(TASK REQUIREMENTS) Starting with the first line below, reproduce each line exactly until you have included the one bearing "display:grid; place-items:center; width:26px;".

(PROVIDED RECORDS)
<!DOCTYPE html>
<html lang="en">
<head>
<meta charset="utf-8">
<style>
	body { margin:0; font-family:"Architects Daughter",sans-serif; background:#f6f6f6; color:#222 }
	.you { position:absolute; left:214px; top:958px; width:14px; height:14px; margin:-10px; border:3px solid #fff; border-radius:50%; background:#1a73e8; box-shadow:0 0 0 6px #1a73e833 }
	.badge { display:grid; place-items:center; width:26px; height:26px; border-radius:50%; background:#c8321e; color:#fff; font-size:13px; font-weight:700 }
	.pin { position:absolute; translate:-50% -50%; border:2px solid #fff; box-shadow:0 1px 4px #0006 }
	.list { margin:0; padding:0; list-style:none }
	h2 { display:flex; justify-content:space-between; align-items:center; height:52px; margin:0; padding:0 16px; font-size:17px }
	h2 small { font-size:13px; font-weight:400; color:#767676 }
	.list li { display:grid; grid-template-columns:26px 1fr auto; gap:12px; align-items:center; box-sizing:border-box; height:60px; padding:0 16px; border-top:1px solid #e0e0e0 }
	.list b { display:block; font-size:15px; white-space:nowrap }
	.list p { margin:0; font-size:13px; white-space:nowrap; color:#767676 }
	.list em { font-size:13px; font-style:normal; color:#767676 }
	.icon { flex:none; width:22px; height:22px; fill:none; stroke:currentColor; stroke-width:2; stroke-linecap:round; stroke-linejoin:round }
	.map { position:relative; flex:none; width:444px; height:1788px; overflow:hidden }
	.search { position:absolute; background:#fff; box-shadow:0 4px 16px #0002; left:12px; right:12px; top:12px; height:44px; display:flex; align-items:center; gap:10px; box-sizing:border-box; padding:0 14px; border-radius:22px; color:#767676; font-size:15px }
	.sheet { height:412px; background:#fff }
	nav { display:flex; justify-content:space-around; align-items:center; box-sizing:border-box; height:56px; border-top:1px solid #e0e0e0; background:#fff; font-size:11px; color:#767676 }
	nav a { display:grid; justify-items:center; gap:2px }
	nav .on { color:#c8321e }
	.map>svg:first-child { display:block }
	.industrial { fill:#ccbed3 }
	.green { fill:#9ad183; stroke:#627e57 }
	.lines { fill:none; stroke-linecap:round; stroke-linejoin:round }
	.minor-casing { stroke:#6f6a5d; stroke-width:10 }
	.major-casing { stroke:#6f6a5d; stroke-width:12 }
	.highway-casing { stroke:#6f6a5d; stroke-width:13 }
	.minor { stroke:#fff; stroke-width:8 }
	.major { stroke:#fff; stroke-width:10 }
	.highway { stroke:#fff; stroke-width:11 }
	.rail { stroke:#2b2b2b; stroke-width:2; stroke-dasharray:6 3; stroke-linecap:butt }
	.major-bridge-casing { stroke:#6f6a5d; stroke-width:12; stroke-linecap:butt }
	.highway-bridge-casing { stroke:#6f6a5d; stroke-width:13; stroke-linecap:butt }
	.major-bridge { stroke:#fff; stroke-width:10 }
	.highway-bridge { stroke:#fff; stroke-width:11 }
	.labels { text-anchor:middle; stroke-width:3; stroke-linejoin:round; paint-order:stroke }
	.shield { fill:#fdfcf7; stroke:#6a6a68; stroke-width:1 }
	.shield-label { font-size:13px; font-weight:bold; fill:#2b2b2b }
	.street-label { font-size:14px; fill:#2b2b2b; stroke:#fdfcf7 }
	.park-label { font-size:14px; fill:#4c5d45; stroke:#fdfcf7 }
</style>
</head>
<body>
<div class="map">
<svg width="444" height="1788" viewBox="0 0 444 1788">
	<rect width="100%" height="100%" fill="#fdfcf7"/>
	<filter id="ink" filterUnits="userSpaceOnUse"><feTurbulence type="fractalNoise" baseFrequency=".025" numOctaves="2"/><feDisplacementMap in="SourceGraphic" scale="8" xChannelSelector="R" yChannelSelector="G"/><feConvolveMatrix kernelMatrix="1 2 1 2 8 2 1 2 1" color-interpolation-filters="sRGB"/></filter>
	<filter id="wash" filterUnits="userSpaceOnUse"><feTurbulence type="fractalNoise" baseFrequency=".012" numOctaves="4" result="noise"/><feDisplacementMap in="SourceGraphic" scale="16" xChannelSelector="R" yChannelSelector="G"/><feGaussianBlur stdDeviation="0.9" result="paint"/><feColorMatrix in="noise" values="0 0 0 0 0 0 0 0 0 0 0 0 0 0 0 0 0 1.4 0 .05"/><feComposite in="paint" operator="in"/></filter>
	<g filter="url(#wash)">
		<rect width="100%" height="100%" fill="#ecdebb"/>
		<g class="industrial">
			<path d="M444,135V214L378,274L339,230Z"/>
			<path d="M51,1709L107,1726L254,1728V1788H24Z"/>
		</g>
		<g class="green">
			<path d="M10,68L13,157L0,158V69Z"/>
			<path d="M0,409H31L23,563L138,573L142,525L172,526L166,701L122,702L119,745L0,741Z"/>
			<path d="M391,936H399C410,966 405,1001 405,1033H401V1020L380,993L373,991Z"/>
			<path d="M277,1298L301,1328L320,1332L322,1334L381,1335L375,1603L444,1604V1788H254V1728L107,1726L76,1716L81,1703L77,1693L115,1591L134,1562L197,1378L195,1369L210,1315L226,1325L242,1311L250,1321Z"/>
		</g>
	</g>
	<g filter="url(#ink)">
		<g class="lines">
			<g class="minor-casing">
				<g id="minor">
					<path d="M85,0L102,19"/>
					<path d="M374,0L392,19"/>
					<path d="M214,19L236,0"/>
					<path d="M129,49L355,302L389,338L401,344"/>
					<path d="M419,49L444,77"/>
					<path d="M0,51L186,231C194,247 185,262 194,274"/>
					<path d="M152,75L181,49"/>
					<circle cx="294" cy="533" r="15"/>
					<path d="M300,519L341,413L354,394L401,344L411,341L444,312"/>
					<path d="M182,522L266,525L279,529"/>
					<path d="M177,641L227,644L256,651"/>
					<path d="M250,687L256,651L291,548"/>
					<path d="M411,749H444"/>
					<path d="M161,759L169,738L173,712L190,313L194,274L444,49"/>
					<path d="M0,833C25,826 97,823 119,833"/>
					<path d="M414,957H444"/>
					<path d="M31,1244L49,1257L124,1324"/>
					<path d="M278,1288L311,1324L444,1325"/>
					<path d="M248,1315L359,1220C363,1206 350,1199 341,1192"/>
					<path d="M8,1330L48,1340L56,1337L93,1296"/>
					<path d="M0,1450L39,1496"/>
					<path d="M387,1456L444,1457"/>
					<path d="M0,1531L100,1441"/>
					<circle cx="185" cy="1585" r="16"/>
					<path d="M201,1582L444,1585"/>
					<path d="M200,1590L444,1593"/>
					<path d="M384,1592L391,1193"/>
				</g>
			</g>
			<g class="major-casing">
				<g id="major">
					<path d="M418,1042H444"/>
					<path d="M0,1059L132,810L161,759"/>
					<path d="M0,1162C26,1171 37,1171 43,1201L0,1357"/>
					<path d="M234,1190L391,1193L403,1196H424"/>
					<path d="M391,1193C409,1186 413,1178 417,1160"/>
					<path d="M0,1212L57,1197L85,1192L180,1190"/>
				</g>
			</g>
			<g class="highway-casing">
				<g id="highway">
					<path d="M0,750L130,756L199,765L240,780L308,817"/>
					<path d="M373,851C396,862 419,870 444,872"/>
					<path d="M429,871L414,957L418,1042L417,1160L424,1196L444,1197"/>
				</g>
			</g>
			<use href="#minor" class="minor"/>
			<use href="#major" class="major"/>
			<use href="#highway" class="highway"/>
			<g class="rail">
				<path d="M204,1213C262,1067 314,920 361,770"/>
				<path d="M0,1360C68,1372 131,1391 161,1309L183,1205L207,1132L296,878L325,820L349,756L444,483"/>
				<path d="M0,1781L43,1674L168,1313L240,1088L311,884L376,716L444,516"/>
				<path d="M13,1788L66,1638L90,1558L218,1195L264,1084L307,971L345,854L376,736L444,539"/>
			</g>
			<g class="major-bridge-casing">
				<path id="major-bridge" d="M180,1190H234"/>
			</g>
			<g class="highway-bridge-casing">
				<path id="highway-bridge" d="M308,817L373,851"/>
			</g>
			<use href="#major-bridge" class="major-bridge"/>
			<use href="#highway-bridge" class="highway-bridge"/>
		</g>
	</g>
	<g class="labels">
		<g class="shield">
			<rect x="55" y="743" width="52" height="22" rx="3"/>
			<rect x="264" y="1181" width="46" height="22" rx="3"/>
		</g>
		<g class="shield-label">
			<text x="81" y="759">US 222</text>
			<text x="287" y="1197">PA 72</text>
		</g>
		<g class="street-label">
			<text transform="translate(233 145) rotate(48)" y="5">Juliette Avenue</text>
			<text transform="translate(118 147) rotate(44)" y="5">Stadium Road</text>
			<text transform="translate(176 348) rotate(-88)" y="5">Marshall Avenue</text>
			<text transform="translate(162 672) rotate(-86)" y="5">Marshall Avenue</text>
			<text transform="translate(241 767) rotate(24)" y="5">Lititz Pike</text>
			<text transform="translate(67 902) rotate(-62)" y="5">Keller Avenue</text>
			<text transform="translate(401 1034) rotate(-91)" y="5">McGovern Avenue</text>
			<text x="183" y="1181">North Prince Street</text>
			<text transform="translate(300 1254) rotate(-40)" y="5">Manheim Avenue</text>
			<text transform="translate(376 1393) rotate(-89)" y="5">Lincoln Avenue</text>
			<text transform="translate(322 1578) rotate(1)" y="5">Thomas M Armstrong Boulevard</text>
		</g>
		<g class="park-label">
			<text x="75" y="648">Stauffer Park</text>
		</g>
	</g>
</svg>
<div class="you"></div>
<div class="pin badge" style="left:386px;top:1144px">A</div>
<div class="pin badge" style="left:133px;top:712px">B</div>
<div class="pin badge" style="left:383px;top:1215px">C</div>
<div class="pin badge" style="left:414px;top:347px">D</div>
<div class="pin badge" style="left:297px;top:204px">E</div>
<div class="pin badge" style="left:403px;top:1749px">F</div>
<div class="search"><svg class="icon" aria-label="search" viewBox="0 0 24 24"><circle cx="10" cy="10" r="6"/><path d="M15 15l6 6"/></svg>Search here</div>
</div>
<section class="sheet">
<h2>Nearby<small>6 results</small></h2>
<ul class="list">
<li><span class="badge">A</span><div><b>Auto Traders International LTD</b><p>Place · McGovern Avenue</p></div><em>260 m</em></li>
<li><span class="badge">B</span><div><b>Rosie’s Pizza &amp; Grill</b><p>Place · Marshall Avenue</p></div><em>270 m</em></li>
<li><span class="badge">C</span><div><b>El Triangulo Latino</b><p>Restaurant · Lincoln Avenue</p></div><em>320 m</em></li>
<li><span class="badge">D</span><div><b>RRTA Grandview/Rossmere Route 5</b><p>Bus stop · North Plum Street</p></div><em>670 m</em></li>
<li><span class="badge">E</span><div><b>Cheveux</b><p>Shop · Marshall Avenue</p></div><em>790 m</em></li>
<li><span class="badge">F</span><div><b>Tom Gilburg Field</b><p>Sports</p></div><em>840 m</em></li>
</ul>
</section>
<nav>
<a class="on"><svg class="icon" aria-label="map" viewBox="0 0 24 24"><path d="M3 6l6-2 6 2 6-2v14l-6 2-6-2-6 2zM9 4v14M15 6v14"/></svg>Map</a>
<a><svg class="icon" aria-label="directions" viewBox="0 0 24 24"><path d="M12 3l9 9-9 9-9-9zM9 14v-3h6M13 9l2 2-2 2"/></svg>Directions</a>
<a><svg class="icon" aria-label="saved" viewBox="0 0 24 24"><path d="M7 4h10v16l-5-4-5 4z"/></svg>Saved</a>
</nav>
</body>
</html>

(EXPECTED ANSWER)
<!DOCTYPE html>
<html lang="en">
<head>
<meta charset="utf-8">
<style>
	body { margin:0; font-family:"Architects Daughter",sans-serif; background:#f6f6f6; color:#222 }
	.you { position:absolute; left:214px; top:958px; width:14px; height:14px; margin:-10px; border:3px solid #fff; border-radius:50%; background:#1a73e8; box-shadow:0 0 0 6px #1a73e833 }
	.badge { display:grid; place-items:center; width:26px; height:26px; border-radius:50%; background:#c8321e; color:#fff; font-size:13px; font-weight:700 }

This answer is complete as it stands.